End of day --- last client leaves, I start returning phone calls, the familiar feeling of ear stuffed with the little, black earpiece for the phone as I do the reverse end-of-day routine of straightening up the office, watering plants, recording checks......still talking, gather briefcase, purse, coffee cup and book bag.....still talking -- out the office, down the elevator, into the car.....still talking -- and off to home. In the garage, I end the phone calls, gather all my stuff and proceed into the house where family and friends will soon arrive to share some dinner.
Sound familiar?? Tonight I pondered the importance of transitions and how easily they get ignored and bypassed as we zoom through our days and our lives. iTHRiVE talks about women in transition. We also talk about macro and micro cycles in our days and in the course of our lives, and small shifts that make a difference. Some of the larger and more easily identified arenas of transitions come in the forms of graduating from high school or college, going from being single to being married, or from married to divorced. Others might be having children or children leaving home, going back to work or retiring, experiencing illness or death in the family, or changes in our bodies and our appearance as we become mature or as we age. These are the kind of discernible life changes that are discussed in print, in movies, and in conversations with friends. On the whole, we have a lot of information on these topics to help guide us in a way that fits.

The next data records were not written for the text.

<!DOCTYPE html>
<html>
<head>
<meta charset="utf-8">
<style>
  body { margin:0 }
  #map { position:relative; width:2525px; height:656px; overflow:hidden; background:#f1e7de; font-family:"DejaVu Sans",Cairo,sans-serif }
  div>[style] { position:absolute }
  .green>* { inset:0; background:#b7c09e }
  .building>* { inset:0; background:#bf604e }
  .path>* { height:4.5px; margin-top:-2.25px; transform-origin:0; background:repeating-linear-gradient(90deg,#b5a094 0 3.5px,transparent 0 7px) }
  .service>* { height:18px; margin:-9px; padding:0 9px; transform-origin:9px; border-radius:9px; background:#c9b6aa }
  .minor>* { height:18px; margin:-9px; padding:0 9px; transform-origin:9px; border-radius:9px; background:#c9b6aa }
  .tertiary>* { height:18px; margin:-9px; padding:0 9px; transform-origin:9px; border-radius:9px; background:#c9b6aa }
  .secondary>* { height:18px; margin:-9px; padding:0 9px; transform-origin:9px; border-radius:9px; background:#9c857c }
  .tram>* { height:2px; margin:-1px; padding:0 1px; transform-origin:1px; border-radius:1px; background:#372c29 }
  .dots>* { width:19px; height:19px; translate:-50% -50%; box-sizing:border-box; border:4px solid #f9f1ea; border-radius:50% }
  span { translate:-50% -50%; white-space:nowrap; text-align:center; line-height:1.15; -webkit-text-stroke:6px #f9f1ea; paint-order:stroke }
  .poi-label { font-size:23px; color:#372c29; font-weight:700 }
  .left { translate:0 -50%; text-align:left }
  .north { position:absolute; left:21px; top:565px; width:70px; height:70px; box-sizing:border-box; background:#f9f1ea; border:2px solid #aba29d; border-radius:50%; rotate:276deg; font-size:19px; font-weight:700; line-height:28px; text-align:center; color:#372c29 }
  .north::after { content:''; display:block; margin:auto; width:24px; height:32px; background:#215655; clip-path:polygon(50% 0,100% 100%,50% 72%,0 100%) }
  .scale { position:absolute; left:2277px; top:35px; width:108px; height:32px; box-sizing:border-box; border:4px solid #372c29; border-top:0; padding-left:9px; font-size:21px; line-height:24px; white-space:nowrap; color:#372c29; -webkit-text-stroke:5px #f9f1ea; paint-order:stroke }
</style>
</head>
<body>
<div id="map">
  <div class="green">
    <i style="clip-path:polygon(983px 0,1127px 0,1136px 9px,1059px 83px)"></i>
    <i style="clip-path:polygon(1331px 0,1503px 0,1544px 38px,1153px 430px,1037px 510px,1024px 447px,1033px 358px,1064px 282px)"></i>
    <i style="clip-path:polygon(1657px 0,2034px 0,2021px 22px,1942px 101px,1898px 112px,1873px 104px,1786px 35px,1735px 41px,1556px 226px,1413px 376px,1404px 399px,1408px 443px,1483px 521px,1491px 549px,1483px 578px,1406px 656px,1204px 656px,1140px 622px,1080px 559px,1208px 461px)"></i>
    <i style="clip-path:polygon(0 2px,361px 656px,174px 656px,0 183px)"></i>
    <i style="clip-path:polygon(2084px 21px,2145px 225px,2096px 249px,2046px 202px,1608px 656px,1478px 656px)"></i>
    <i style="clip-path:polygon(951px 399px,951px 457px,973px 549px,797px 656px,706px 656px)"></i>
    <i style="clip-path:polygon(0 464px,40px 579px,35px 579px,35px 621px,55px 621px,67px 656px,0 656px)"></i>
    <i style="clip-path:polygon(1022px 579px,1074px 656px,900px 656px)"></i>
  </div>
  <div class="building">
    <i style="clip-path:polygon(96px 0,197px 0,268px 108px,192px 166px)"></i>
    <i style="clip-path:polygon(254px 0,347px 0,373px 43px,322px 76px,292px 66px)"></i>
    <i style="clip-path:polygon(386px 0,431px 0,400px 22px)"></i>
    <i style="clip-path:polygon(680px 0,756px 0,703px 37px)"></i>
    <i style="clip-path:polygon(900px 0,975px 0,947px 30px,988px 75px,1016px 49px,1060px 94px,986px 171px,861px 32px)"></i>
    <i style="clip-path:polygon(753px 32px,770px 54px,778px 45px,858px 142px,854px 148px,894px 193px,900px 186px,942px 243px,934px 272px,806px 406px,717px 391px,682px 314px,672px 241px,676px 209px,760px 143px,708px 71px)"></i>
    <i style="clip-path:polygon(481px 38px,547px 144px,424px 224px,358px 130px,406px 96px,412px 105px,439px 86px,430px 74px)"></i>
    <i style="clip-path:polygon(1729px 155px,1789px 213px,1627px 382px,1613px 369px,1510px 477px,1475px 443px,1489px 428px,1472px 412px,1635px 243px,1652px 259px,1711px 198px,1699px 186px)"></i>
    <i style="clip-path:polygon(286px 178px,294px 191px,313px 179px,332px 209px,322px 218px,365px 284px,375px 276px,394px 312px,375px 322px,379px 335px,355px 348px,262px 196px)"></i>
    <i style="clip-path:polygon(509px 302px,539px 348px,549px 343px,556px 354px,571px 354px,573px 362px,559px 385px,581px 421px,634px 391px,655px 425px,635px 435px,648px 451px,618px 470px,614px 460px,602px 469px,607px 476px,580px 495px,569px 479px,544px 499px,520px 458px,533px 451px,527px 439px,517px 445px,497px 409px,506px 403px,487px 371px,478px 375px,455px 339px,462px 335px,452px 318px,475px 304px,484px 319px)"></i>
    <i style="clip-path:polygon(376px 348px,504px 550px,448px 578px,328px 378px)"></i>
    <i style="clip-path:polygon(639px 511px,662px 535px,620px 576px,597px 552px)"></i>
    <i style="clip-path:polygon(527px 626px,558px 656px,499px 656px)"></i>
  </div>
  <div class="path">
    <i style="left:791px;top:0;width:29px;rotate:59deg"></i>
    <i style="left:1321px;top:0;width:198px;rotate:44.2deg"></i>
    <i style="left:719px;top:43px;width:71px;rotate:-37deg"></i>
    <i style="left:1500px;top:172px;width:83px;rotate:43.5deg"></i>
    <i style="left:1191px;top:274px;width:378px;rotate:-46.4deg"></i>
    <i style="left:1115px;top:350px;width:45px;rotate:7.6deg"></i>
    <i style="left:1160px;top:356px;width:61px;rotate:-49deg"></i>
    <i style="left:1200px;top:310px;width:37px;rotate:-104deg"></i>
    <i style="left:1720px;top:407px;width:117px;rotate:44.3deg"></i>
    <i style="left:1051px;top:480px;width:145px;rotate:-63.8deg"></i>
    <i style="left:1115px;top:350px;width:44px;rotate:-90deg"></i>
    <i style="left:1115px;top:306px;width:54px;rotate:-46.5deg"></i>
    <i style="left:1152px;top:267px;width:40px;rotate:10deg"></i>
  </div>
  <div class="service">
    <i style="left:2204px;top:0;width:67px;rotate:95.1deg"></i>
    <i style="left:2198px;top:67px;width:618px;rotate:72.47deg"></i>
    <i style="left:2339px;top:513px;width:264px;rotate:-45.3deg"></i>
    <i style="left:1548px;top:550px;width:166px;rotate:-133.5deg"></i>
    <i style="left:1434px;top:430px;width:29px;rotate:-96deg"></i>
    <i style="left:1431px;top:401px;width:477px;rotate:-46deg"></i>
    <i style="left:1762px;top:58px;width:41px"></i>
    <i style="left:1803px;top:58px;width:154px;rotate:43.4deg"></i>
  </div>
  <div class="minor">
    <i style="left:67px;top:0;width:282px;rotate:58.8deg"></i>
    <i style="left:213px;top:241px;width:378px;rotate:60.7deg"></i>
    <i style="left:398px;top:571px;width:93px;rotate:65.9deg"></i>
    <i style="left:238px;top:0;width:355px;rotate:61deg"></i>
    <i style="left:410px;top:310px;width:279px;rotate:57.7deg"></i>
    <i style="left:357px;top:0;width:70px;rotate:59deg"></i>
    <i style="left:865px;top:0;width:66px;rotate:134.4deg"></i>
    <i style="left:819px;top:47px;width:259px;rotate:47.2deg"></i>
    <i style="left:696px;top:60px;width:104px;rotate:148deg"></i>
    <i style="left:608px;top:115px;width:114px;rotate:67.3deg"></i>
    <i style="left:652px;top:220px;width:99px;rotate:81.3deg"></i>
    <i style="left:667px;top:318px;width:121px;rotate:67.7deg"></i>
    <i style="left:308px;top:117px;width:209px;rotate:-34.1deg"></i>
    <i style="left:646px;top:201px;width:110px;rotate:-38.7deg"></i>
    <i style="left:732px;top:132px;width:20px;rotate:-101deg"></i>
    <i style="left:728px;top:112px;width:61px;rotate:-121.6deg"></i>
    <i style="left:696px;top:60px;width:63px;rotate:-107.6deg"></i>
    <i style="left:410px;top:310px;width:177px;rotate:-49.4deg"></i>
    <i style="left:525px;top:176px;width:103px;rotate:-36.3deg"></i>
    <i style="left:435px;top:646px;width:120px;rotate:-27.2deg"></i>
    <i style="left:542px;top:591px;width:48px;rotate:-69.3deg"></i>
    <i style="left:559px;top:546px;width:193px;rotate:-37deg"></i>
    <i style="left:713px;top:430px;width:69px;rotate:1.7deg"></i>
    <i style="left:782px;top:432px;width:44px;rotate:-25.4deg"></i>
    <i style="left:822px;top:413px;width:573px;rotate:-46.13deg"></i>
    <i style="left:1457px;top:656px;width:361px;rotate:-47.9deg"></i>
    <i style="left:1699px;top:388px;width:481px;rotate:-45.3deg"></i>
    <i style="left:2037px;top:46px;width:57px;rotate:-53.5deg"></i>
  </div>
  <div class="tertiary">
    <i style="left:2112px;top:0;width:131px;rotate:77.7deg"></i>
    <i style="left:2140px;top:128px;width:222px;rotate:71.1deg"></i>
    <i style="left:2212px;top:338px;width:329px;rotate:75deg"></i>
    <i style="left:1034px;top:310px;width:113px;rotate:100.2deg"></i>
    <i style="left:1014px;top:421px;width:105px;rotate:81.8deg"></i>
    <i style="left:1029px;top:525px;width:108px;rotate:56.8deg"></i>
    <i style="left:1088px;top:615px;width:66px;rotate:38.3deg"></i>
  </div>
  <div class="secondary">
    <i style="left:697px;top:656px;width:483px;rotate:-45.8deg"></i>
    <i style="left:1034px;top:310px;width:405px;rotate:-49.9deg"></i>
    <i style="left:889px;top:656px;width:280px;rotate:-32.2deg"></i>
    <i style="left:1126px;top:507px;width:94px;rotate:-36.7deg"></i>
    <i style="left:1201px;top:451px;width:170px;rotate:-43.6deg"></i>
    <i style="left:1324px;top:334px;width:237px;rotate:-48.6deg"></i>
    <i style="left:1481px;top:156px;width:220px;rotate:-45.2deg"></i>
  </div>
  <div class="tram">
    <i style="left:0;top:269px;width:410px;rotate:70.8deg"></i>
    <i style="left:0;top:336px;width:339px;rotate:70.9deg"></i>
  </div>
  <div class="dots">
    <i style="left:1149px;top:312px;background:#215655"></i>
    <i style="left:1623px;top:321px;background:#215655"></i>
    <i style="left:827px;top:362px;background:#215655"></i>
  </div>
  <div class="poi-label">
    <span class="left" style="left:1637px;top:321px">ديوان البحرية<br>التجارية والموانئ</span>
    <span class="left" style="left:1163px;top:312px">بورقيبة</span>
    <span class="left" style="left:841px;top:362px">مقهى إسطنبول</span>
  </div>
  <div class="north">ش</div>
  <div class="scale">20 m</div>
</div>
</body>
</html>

What we don't talk about as often are the constant adjustments and shifts that are required to be able to negotiate through our days in a conscious manner. How do we get ourselves from sleep to wakefulness, or from a busy day into a peaceful sleep? In the example of how I start and end my work day, how did I manage to go from one aspect of my world into another? Not very gracefully or mindfully, I must admit. Even as I wrote this, I felt sheepish and dismayed at how I have let the busy-ness of my life crowd out necessary transitions that would allow for each aspect to flow into the next.
SMALL SHIFTS THAT MAKE A DIFFERENCE
I know that I am not one for sweeping change that I can actually commit to. I tend to resist change and return to the familiar. I can, however, look at one aspect at a time and try to incorporate it until it is integrated in my routine. I can then assess whether it is enough of a change to make a difference. At that point, if I am satisfied, I can stop the process. If the change is not enough to make a difference that works, I can add one more shift at a time until I am feeling enough of a result to feel the positive effect. Here are some bullet points that would represent one shift at a time using my workday as a starting point:
- Silence in the car on the way to work.
- Stopping outside the door of my office to take a deep breath and to say to myself “I am now entering my work day….I invite a focused, productive and calm day.”

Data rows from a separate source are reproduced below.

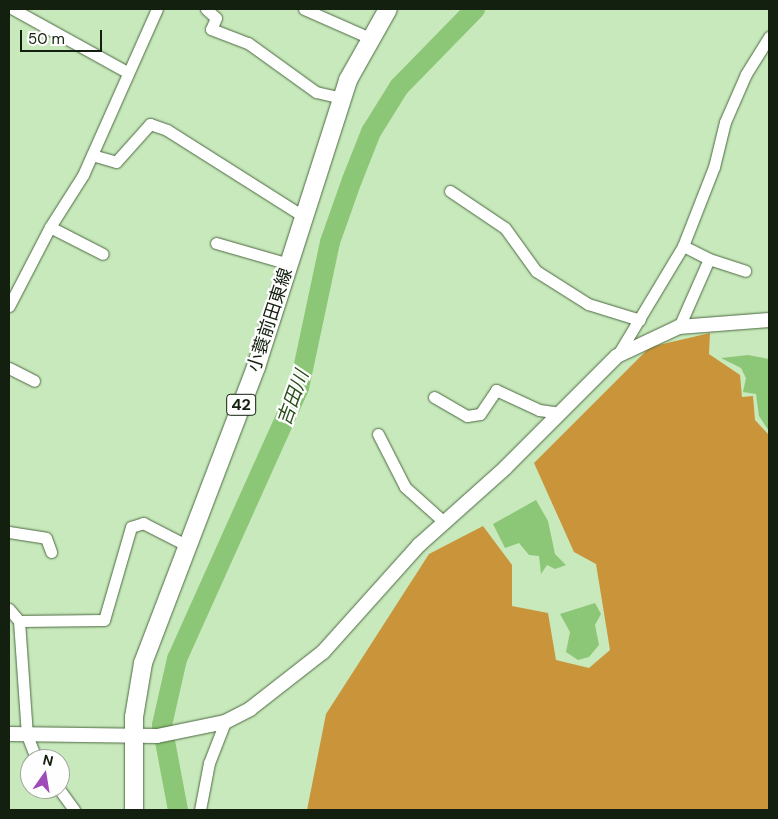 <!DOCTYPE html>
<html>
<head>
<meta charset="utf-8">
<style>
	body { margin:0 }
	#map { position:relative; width:778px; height:819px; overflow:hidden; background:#c8e9bc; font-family:"DM Sans","Noto Sans JP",sans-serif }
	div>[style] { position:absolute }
	.forest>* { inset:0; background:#ca953a }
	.water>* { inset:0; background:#8cc677 }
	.river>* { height:20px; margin:-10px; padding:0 10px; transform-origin:10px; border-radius:10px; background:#8cc677 }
	.roads { filter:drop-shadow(0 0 1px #4c6941) drop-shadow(0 0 1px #4c6941) }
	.minor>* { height:11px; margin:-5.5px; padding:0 5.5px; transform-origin:5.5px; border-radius:5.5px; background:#fff }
	.tertiary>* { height:14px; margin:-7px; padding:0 7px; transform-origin:7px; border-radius:7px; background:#fff }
	.primary>* { height:18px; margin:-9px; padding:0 9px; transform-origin:9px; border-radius:9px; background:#fff }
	span { translate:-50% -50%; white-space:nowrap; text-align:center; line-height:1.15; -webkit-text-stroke:4.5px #fefefe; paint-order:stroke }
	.shield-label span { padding:1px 4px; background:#fefefe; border:1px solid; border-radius:4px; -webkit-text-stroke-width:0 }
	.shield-label { font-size:16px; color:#14200f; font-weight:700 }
	.street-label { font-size:18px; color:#14200f }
	.water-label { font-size:19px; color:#294e19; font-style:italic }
	.frame { position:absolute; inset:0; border:10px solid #14200f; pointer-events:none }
	.north { position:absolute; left:20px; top:749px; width:50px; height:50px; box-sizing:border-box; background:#fefefe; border:1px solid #a0a59e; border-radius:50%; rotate:13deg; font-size:14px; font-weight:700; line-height:20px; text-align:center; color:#14200f }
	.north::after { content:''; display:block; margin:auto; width:18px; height:22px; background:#9f4ab9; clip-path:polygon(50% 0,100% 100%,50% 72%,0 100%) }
	.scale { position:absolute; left:20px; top:30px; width:82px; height:22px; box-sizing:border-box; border:2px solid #14200f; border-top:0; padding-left:6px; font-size:15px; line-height:18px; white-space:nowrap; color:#14200f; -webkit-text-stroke:4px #fefefe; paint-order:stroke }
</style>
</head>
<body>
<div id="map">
	<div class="forest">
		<div style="clip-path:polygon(710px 333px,709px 354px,740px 375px,742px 397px,753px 396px,755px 420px,769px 435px,769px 810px,307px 810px,326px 714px,429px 554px,483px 526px,512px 565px,512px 606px,548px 613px,556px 660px,589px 668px,610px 650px,596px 564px,574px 552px,534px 463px,650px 347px)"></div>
	</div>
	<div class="water">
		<div style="clip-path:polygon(748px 355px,769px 359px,769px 431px,759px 416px,756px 394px,743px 392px,746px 378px,741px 368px,721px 358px)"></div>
		<div style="clip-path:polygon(536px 500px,548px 521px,555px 554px,566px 565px,555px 569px,547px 565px,541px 574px,539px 556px,529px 555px,519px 543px,505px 548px,493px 524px)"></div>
		<div style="clip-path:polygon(595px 603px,601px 614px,595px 625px,599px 645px,589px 657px,578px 660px,566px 652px,570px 632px,560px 614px)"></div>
	</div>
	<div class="river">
		<div style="left:178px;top:810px;width:86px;rotate:-100.7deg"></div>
		<div style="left:162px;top:725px;width:68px;rotate:-77.2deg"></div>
		<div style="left:177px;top:659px;width:297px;rotate:-65.8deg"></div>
		<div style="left:299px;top:388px;width:149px;rotate:-78deg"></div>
		<div style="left:330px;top:242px;width:66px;rotate:-70.5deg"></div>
		<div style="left:352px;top:180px;width:52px;rotate:-68.4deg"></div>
		<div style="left:371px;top:132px;width:53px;rotate:-58.1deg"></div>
		<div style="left:399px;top:87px;width:109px;rotate:-45.7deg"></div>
	</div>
	<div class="roads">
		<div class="minor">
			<div style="left:13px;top:9px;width:130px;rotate:28.9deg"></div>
			<div style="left:206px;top:9px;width:13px;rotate:42deg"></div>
			<div style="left:216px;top:18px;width:12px;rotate:114deg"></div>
			<div style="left:211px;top:29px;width:40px;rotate:21deg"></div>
			<div style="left:248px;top:43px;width:84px;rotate:35.8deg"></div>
			<div style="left:316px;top:92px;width:27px;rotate:13deg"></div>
			<div style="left:304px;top:9px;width:72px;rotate:23.7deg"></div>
			<div style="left:92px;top:155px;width:25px;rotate:16deg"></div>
			<div style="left:116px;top:162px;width:51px;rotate:-48.2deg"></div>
			<div style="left:150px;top:124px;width:18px;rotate:19deg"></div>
			<div style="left:167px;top:130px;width:161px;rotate:32.3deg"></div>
			<div style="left:450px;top:191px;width:66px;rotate:33.9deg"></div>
			<div style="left:505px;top:228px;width:53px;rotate:54.2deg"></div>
			<div style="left:536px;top:271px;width:62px;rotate:32.4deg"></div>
			<div style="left:588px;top:304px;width:54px;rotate:17.1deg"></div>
			<div style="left:50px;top:227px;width:59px;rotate:27deg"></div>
			<div style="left:216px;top:243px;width:76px;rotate:16deg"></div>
			<div style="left:709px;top:259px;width:38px;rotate:18deg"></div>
			<div style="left:9px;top:306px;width:89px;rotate:-62.6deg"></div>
			<div style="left:50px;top:227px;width:62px;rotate:-57.6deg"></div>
			<div style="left:83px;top:175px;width:182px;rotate:-66deg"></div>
			<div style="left:679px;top:327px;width:74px;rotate:-66.2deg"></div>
			<div style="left:709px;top:259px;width:29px;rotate:-153deg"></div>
			<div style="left:617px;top:356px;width:128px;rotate:-59deg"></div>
			<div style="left:683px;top:246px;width:85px;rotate:-68.6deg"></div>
			<div style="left:714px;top:167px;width:46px;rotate:-76.3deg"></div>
			<div style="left:725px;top:122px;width:52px;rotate:-66.4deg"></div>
			<div style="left:746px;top:74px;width:44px;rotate:-58.1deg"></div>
			<div style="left:9px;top:368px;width:28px;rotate:27deg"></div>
			<div style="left:434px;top:397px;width:38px;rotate:30deg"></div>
			<div style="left:467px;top:416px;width:13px;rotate:-9deg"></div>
			<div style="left:480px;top:414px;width:29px;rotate:-56deg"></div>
			<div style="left:496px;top:390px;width:47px;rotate:24.9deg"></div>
			<div style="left:539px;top:410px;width:22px;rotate:8deg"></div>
			<div style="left:378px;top:434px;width:59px;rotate:63deg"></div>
			<div style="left:405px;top:487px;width:52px;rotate:41.9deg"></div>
			<div style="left:9px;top:532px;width:37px;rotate:9deg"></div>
			<div style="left:46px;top:538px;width:15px;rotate:70deg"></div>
			<div style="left:9px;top:609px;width:16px;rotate:50deg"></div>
			<div style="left:19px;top:621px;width:114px;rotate:86deg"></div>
			<div style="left:27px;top:735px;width:26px;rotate:69deg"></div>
			<div style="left:19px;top:621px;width:85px;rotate:-0.7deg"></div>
			<div style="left:104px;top:620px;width:97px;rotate:-73.8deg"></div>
			<div style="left:131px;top:527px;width:13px;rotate:-18deg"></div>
			<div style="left:143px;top:523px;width:48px;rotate:27.1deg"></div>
			<div style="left:59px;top:789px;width:26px;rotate:54deg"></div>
			<div style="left:200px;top:810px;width:48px;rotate:-79.2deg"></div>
			<div style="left:209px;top:763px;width:44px;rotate:-68.7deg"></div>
		</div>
		<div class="tertiary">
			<div style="left:9px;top:734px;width:148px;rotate:0.8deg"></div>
			<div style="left:157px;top:736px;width:69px;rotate:-11.6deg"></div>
			<div style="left:225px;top:722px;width:28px;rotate:-27deg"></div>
			<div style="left:250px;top:709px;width:93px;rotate:-38deg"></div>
			<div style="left:323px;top:652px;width:144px;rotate:-48.1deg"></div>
			<div style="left:419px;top:545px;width:115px;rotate:-41.8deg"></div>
			<div style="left:505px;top:468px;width:158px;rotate:-45deg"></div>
			<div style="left:617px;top:356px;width:68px;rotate:-25.1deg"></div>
			<div style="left:679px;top:327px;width:90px;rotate:-4.4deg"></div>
		</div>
		<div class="primary">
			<div style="left:134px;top:810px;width:93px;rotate:-90deg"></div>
			<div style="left:134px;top:717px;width:55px;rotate:-80.5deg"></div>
			<div style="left:143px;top:663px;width:317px;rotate:-69.1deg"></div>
			<div style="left:256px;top:367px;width:301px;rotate:-72.2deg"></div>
			<div style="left:348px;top:80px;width:81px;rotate:-60.6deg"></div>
		</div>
	</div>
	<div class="shield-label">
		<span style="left:241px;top:405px">42</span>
	</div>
	<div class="street-label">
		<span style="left:270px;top:320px;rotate:-72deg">小蓑前田東線</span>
	</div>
	<div class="water-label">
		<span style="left:293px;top:398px;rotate:-70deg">吉田川</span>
	</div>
	<div class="frame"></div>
	<div class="north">N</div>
	<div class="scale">50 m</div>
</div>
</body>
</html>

- Do the same process for every new phase of the day…..ie before getting out of the car on the way home, make an intentional statement about the evening ahead and take a cleansing breath to let go of the workday.
- Before getting out of bed in the morning, take one or two minutes to breathe, to state an intention for the day, to have a moment of gratitude, or simply to lie quietly but wakefully and savor the quiet before launching into the activity of the day.
- When you are about to join company with another (children, friend, mate, etc.) Take one pause before you see them and be conscious of directing your energy towards them, honoring them with mindful attention while you are together.
- Do the same for yourself! If you are about to have a bit of time alone, take a pause and a breath to welcome your mindful attention to YOU!!
- Create a bedtime ritual. Light a candle as you start to get ready for bed. Before getting into bed, sit or stand in front of the candle, take a few deep breaths, and focus on gratitude, calmness, perhaps prayer if you are inclined towards that, or whatever brings you to a centered place.
- Once in bed, lie still for a few moments and take note of the calm peacefulness of the night and the stillness of a house readying itself for sleep and replenishment.
To use any of these ideas would slow the day down by just a bit, and therefore add more calm and a sense of awareness to the shifts that are constantly occurring in one’s day. As we slow things down, all parts of us benefit…..body, mind and spirit. Let us know if you have any ideas about making the smaller transitions in a day go more smoothly, or if these suggestions help you in your own quest for daily aliveness!!